● WORK REQUIRED
Find the word "bounding" in the data, then copy each line where it is found.

*** Opening WORKING DATA ***

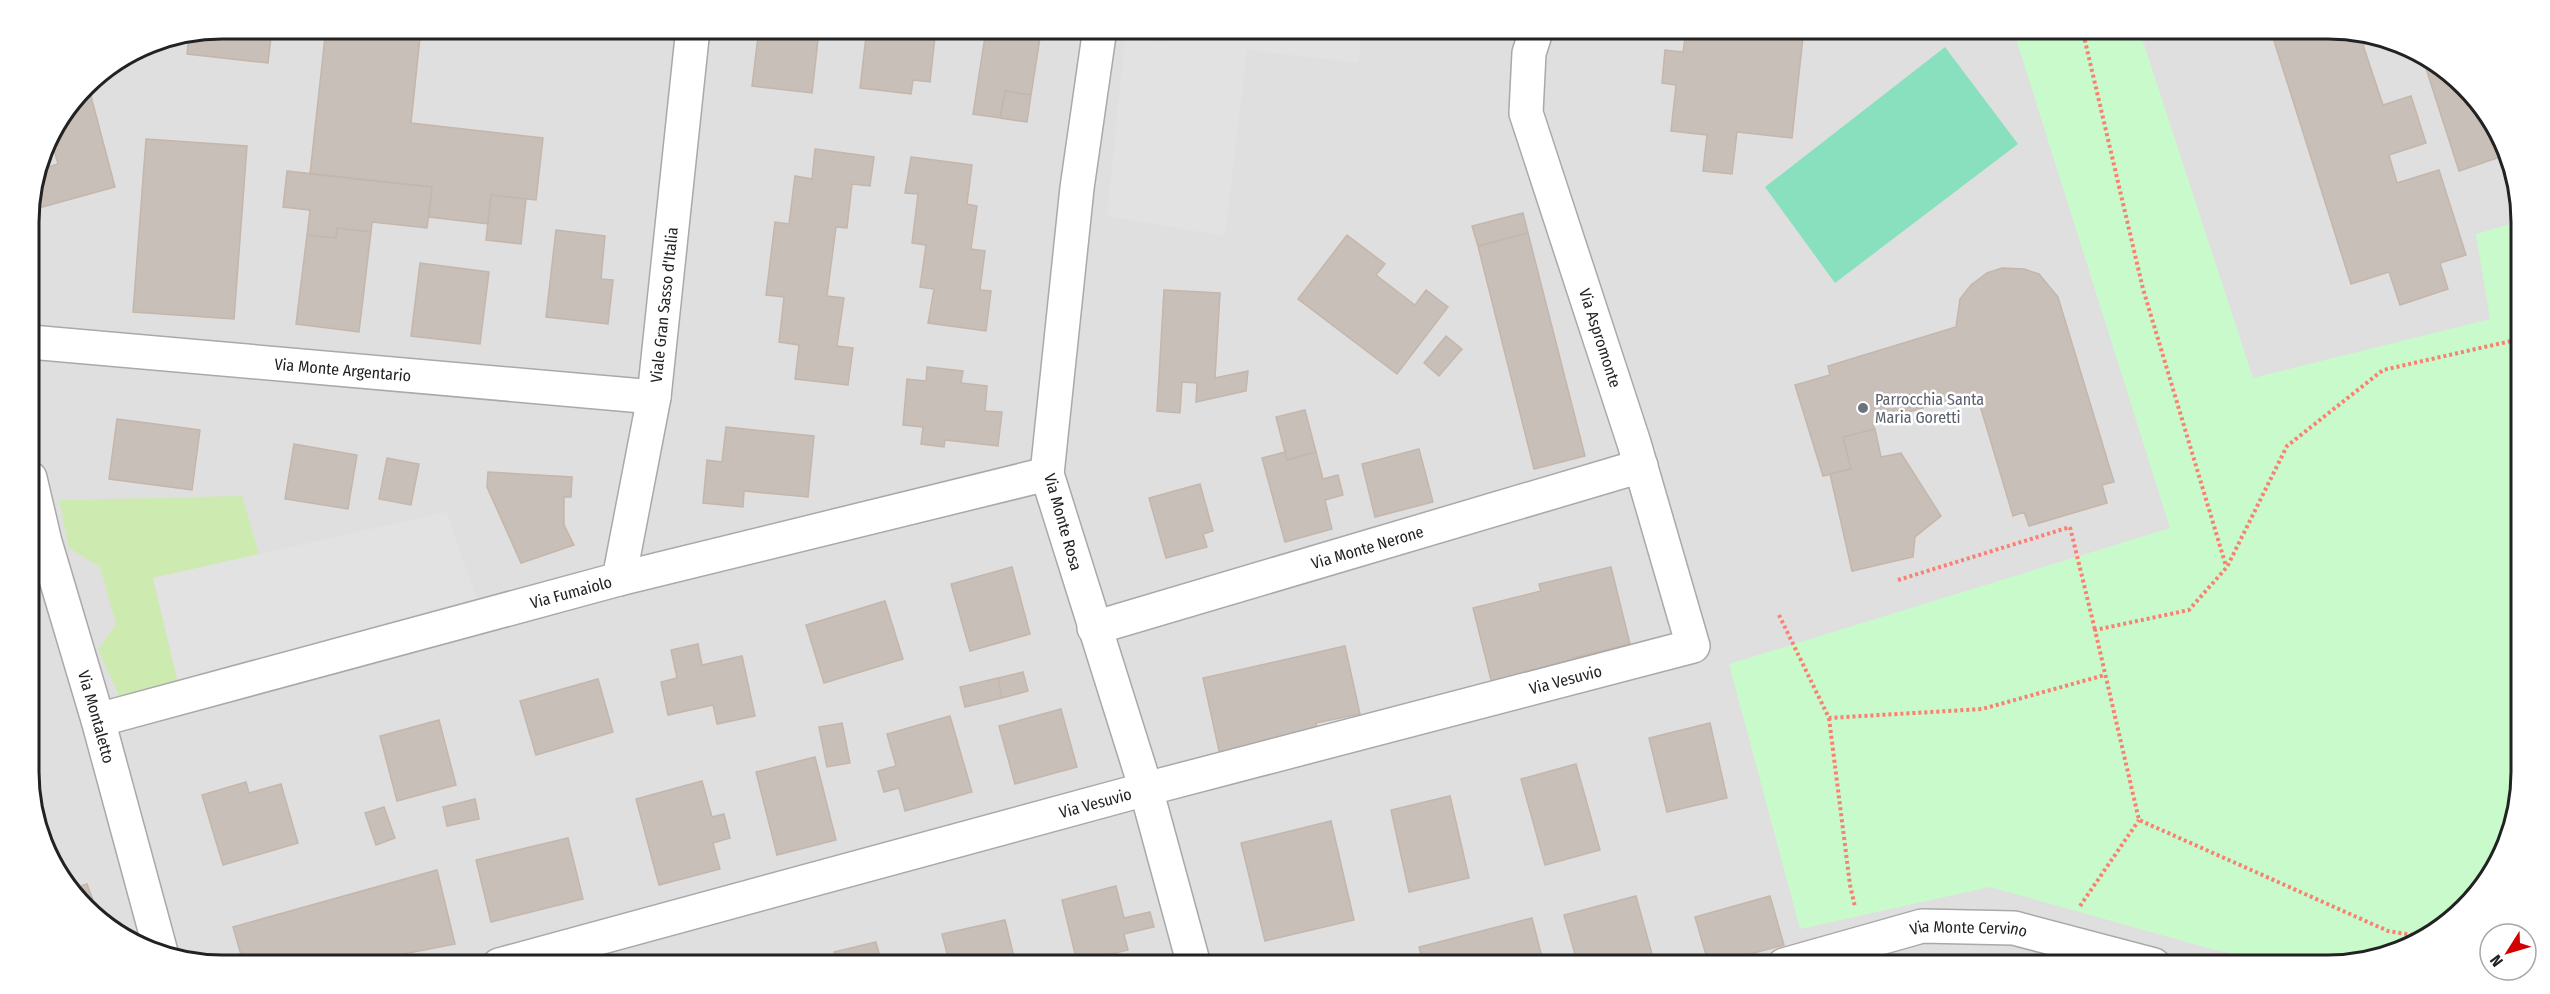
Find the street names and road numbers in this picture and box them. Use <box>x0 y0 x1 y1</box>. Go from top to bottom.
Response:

*** Closing WORKING DATA ***
*** Opening WORKING DATA ***

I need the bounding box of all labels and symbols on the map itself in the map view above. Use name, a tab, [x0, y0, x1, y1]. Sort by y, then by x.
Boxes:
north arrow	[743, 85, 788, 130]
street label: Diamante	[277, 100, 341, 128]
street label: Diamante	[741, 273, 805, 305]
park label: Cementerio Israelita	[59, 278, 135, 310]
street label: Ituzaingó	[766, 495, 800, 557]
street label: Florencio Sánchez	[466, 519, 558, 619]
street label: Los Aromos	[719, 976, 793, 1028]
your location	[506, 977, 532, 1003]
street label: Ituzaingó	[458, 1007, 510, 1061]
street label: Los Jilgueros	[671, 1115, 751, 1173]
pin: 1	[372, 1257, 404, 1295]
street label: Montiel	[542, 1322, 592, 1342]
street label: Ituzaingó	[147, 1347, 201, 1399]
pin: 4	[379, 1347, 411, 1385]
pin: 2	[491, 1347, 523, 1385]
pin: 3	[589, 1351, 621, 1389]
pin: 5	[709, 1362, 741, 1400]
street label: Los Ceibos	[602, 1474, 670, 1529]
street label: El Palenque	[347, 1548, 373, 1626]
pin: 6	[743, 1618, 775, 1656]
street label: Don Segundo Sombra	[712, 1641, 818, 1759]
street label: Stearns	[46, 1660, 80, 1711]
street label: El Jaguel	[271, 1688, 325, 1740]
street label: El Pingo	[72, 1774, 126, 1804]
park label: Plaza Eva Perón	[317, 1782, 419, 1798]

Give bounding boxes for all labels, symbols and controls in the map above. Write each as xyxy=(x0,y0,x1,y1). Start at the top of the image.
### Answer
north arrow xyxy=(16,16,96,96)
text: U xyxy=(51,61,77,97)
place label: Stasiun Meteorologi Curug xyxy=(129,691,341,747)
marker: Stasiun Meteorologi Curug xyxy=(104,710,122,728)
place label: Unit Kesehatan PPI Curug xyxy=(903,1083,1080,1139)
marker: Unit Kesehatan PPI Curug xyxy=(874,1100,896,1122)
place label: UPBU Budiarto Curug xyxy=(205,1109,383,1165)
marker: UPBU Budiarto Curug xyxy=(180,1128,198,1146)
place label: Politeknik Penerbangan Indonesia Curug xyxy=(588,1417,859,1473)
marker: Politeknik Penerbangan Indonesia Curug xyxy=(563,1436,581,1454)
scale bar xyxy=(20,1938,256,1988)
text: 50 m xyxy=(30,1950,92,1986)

*** Closing WORKING DATA ***

● ANSWER
I need the bounding box of all labels and symbols on the map itself in the map view above. Use name, a tab, [x0, y0, x1, y1]. Sort by y, then by x.
Give bounding boxes for all labels, symbols and controls in the map above. Write each as xyxy=(x0,y0,x1,y1). Start at the top of the image.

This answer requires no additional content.